Data shown section start
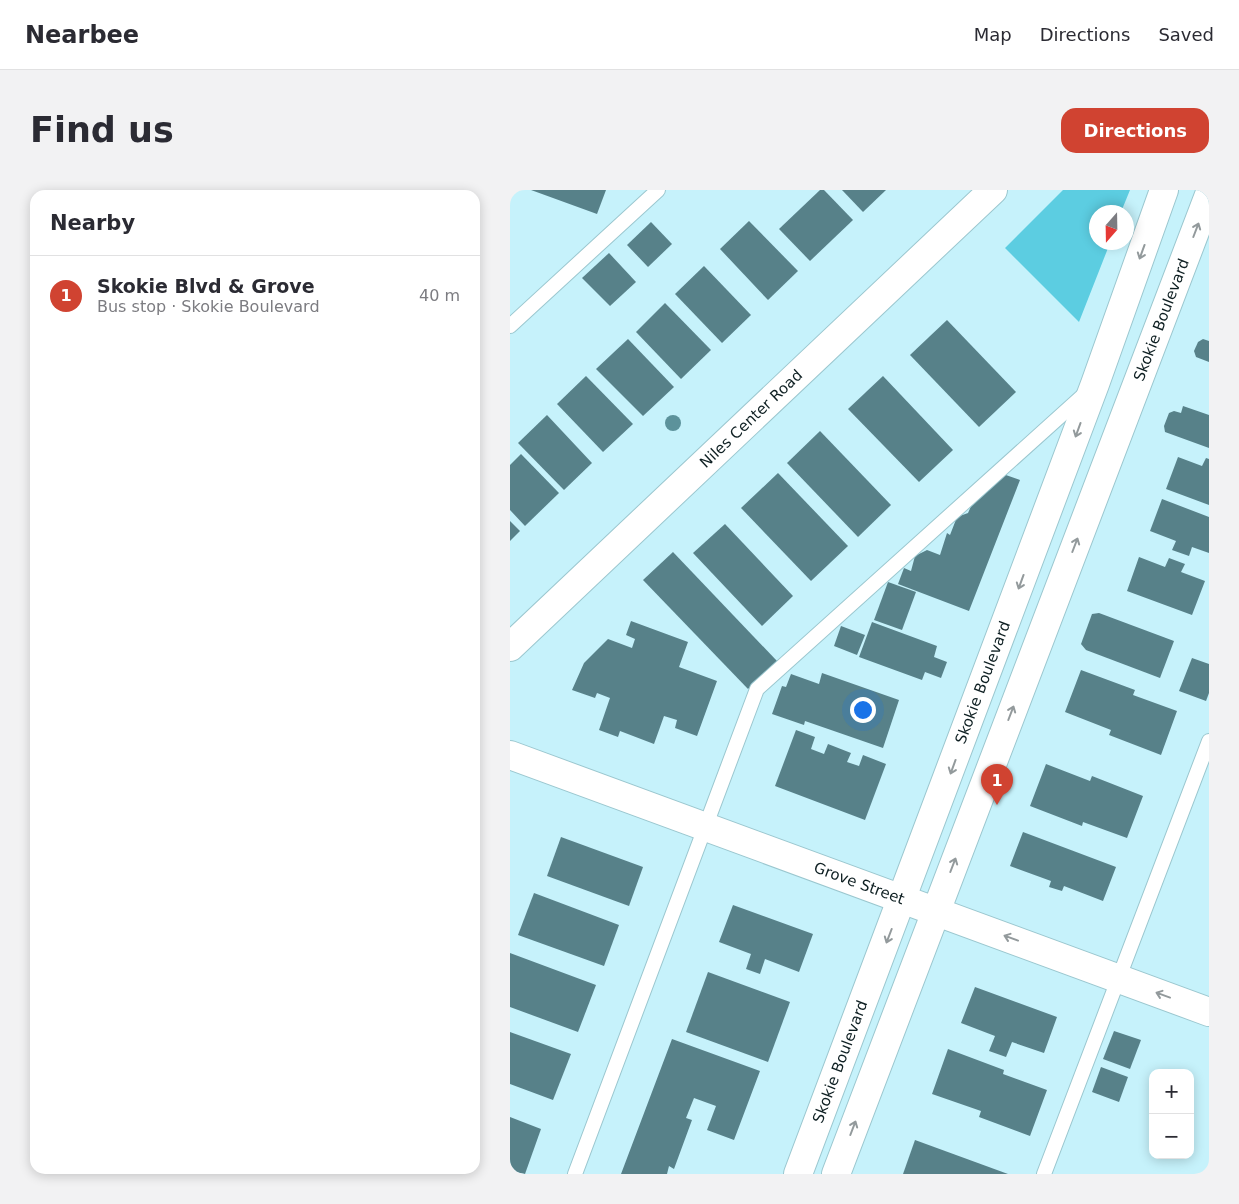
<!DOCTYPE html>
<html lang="en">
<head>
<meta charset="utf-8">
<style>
	:root { --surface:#fff; --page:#f2f2f3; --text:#2b2b33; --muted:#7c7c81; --line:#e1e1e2; --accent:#d04331 }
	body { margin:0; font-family:"DejaVu Sans",sans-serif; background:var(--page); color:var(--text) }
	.controls { position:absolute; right:15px; bottom:15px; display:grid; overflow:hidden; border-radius:10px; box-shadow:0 2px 12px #0003 }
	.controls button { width:45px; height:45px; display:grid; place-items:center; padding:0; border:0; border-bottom:1px solid var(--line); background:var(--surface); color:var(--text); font:25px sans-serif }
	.compass { position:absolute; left:579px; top:15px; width:45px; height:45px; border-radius:50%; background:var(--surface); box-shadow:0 2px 12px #0003; rotate:200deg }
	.you { position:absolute; left:352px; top:519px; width:18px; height:18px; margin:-12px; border:4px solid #fff; border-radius:50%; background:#1a73e8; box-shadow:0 0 0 8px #1a73e833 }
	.badge { display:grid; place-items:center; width:32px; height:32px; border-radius:50%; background:var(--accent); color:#fff; font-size:16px; font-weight:700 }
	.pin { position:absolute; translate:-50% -41px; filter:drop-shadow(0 1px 2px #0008) }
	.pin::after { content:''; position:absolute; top:26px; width:18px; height:15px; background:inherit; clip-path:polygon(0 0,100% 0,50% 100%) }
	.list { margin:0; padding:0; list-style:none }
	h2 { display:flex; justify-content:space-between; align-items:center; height:65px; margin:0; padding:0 20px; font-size:21px }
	h2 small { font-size:16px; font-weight:400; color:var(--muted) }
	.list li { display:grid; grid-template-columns:32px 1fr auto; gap:15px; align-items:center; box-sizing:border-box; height:80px; padding:0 20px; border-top:1px solid var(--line) }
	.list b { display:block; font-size:19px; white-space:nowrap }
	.list p { margin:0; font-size:16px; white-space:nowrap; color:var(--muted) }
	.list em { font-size:16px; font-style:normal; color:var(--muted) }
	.map { position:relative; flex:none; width:699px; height:984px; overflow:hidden; border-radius:15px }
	header { display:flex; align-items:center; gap:30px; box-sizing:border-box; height:70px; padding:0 25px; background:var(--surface); border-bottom:1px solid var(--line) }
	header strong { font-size:24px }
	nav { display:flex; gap:28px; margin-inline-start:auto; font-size:18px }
	.intro { display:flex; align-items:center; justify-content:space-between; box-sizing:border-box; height:120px; padding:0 30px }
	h1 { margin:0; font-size:35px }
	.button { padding:12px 22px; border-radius:15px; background:var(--accent); color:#fff; font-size:18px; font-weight:700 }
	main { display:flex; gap:30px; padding:0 30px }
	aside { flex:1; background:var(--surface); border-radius:15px; box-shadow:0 2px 12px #0003 }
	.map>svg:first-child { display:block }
	.green { fill:#5ccde1 }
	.building { fill:#578189 }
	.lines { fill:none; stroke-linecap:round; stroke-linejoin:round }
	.lane-casing { stroke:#9bc7cf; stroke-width:16 }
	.street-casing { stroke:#9bc7cf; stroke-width:30 }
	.secondary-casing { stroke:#9bc7cf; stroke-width:30 }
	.primary-casing { stroke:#9bc7cf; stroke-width:30 }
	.lane { stroke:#fff; stroke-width:14 }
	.street { stroke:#fff; stroke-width:28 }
	.secondary { stroke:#fff; stroke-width:28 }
	.primary { stroke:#fff; stroke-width:28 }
	.tree { fill:#5c929b }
	.oneway { stroke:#939a9c }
	.labels { text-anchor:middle; stroke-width:4; stroke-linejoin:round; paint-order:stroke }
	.street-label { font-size:15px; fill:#0e1f22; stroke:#e9fafe }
</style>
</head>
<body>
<header>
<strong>Nearbee</strong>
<nav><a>Map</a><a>Directions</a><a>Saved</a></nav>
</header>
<div class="intro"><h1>Find us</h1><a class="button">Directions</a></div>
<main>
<aside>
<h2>Nearby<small></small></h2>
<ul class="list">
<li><span class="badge">1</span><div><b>Skokie Blvd &amp; Grove</b><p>Bus stop · Skokie Boulevard</p></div><em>40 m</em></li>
</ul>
</aside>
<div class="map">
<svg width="699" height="984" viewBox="0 0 699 984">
	<rect width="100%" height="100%" fill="#c6f2fb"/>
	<polygon class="green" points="553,0 620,0 611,22 586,22 586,52 600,53 569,132 495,58"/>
	<g class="building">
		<polygon points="21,0 96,0 87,24"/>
		<polygon points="310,0 314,0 343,30 300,71 269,39"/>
		<polygon points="332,0 376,0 353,22"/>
		<polygon points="239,31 288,81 258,110 210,59"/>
		<polygon points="141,32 162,54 138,77 117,55"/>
		<polygon points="99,63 126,92 100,116 72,88"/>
		<polygon points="194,76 241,125 212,153 165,104"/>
		<polygon points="155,113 201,160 171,189 126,142"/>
		<polygon points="437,130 506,202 469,237 400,165"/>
		<polygon points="118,149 164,197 133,226 86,179"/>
		<polygon points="693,149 699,151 699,172 686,167 684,161 688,152"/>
		<polygon points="76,186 123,234 93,262 47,214"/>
		<polygon points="373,186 443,260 409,292 338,219"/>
		<polygon points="673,216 699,225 699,258 655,242 654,236 659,223 664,221 671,223"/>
		<polygon points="37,225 82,273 54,300 8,253"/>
		<polygon points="310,241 381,315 348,347 277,273"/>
		<polygon points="11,264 49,303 15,336 0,320 0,275"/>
		<polygon points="668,267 692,276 696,268 699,269 699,315 656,299"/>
		<polygon points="268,283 338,356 301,391 231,318"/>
		<polygon points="493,284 510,290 459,421 388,394 394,378 401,381 405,366 417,360 430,365 437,343 440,345 447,327 458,323 462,314"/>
		<polygon points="652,309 699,327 699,363 682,357 679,366 662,360 666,351 640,341"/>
		<polygon points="0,331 10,341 0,351"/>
		<polygon points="215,334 283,406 252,436 183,363"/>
		<polygon points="163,362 267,471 238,499 133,390"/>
		<polygon points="629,367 655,377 659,368 675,374 671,382 695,391 682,425 617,401"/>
		<polygon points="378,392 406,402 392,440 364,430"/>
		<polygon points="589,423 664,451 650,488 576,460 571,454 582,424"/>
		<polygon points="121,431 178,452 169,477 207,491 187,546 165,538 167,530 154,526 144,554 110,541 108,547 89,540 100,508 87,503 85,508 62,500 74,473 98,449 122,458 125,449 116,445"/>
		<polygon points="362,432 427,456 424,467 437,472 431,488 415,482 412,490 349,467"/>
		<polygon points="331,436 355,445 347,465 324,456"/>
		<polygon points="682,468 699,474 699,503 696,511 669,501"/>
		<polygon points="571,480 625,500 623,505 667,521 651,565 599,545 601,540 555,522"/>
		<polygon points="312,483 389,510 373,558 295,531 294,535 262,524 272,496 276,497 281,484 309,494"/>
		<polygon points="286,540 305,547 301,559 314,564 318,554 341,563 337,572 349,576 353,565 376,574 355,630 265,596"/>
		<polygon points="536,574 580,591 582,586 633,606 617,648 573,632 572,636 520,616"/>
		<polygon points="513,642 606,677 593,711 554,696 552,701 539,697 541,691 500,676"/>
		<polygon points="51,647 133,677 119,716 37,686"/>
		<polygon points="24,703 109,735 94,776 8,745"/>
		<polygon points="223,715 303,744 289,782 255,769 250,784 236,779 241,764 209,752"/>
		<polygon points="0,763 86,795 68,842 0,817"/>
		<polygon points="198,782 280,812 258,872 176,842"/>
		<polygon points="465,797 547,827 534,863 502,852 496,867 479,861 485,846 451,833"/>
		<polygon points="604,841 631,850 620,879 593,869"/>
		<polygon points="0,842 61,864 43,910 0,894"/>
		<polygon points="162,849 250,881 224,950 197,940 206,916 184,908 176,928 182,930 164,979 159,976 157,984 111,984"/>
		<polygon points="438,859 494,880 493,884 537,900 520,946 469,927 471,921 422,904"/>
		<polygon points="591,877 618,887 609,912 582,902"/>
		<polygon points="0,927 31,939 15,984 0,981"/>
		<polygon points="405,950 498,984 393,984"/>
	</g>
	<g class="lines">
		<g class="lane-casing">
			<g id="lane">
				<polyline points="0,136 148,0"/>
				<polyline points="65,984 247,499 577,202"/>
				<polyline points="534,984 699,551"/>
			</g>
		</g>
		<g class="street-casing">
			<g id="street">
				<path id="s1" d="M 0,565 L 699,822"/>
			</g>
		</g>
		<g class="secondary-casing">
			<g id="secondary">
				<path id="s2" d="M 0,457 L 483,0"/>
			</g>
		</g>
		<g class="primary-casing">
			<g id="primary">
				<path id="s3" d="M 288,984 L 585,194 L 654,0"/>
				<path id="s4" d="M 326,984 L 699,5"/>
			</g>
		</g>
		<use href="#lane" class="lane"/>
		<use href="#street" class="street"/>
		<use href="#secondary" class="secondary"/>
		<use href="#primary" class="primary"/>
	</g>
	<circle class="tree" cx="163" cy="233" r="8"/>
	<defs><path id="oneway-shaft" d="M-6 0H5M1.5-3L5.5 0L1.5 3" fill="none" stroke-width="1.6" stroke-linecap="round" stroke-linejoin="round" transform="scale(1.25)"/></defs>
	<g class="oneway">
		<use href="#oneway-shaft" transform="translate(686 40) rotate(-69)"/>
		<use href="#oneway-shaft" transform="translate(632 62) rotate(110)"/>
		<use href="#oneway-shaft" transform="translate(568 240) rotate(110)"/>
		<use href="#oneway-shaft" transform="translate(565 355) rotate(-69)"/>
		<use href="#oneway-shaft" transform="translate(511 392) rotate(110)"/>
		<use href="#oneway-shaft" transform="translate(501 523) rotate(-69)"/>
		<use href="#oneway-shaft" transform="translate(443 577) rotate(110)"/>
		<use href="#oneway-shaft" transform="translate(443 675) rotate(-69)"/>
		<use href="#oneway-shaft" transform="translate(379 746) rotate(111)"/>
		<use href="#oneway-shaft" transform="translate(501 748) rotate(-160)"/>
		<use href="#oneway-shaft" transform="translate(653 805) rotate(-160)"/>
		<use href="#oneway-shaft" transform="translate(343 938) rotate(-69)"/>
	</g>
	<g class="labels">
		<g class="street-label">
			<text dy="5" stroke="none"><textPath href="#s4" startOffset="914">Skokie Boulevard</textPath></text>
			<text dy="5" stroke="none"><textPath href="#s2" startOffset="332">Niles Center Road</textPath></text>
			<text dy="5" stroke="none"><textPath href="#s3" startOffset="525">Skokie Boulevard</textPath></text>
			<text dy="5" stroke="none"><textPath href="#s1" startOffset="372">Grove Street</textPath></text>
			<text dy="5" stroke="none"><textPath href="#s3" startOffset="120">Skokie Boulevard</textPath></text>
		</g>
	</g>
</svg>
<div class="controls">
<button>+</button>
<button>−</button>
</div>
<svg class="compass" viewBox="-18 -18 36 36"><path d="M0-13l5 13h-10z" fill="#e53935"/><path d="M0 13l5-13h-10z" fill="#7c7c81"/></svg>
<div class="you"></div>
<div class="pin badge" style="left:487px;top:615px">1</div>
</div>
</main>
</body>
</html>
Data shown section end
▸ **Action item**
Your response should hold only an exact copy of the lines above, from the one containing "<button>+</button>" through the end of the entries.

▸ **Reply to the task**
<button>+</button>
<button>−</button>
</div>
<svg class="compass" viewBox="-18 -18 36 36"><path d="M0-13l5 13h-10z" fill="#e53935"/><path d="M0 13l5-13h-10z" fill="#7c7c81"/></svg>
<div class="you"></div>
<div class="pin badge" style="left:487px;top:615px">1</div>
</div>
</main>
</body>
</html>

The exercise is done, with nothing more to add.